As discussed in a previous  alert, the U.S. Department of Labor (DOL) issued its final “persuader rule” on March 23, 2016, which greatly expanded the need for employers and their labor relations consultants, including law firms, to file detailed public reports with respect to activities undertaken with “an object directly or indirectly to persuade employees concerning their rights to organize and bargain collectively.”

On June 27, 2016, the United States District Court for the Northern District of Texas issued a preliminary injunction finding, in part, that DOL’s new persuader rule would require attorneys to disclose confidential client information; that DOL lacked the statutory authority to promulgate and enforce the new persuader rule; that the rule was arbitrary, capricious and an abuse of discretion; and, violated constitutionally protected rights of free speech and association. The Court expressly enjoined DOL on a national basis from implementing any and all aspects of the new persuader rule, until such time that the Court issued a final decision after a future trial on the merits of the case, or until an appellate court ruled on the Court’s Order. DOL has not yet appealed the Court’s Order granting injunctive relief, and no trial date has been set.

On July 1, 2016, the Office of Labor Management Standards of DOL, which enforces persuader reporting requirements, issued a written direction stating that due to the nationwide preliminary injunction, the new reporting requirements for employers and the filing by them of the revised 2016 Form LM-10, as well as the reporting requirements for their consultants and law firms, including the revised 2016 Form LM-20, “will not be applicable until further notice from the Department.” DOL stated that employers and their consultants/law firms should continue to apply the pre-2016 rules, forms and instructions, if applicable.

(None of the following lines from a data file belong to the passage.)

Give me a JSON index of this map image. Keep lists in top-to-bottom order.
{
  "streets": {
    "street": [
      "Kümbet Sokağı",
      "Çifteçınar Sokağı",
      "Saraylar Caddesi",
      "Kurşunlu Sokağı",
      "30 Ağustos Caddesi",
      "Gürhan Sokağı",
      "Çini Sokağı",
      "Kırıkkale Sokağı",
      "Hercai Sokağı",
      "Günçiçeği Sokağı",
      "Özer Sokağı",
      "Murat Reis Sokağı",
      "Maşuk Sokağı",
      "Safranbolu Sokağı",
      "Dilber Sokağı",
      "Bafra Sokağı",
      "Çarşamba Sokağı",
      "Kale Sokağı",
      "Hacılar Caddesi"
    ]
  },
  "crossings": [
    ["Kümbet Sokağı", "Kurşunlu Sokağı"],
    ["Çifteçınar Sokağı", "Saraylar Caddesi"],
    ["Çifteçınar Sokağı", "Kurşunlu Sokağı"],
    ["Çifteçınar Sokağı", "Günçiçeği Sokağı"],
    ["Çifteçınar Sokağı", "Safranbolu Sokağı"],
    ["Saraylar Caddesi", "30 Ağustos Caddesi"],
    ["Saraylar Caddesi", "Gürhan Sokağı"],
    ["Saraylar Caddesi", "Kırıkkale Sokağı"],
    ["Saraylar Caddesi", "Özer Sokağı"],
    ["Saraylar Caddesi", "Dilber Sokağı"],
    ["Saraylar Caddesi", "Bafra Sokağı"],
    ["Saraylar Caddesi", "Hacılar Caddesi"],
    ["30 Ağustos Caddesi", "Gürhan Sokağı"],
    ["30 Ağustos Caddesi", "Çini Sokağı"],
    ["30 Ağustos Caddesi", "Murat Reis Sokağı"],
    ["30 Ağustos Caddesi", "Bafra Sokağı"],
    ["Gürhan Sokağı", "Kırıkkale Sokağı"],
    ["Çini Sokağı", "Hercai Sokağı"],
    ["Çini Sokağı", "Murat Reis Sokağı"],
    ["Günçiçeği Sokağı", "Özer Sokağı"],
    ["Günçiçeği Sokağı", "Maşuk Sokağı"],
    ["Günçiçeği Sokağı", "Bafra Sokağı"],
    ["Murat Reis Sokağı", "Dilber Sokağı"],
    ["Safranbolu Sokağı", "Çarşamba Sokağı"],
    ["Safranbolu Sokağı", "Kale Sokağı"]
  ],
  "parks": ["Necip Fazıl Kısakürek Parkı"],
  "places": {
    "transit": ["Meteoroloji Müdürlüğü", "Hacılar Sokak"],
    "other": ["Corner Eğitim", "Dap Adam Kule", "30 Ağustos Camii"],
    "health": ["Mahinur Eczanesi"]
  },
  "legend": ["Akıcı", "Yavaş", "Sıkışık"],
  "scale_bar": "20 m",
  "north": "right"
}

Employers now have a golden, but perhaps limited, opportunity to utilize their law firms for such activities as supervisory training, providing material or communications for dissemination to employees, conducting union avoidance seminars, and developing or implementing personnel policies, handbooks or actions, without having to report such activities, even though an object is to persuade employees with respect to their rights to organize and bargain collectively. These activities will be viewed as non-reportable “advice” activities under pre-2016 rules, rather than reportable indirect persuader activities under the new, but temporarily enjoined persuader rule.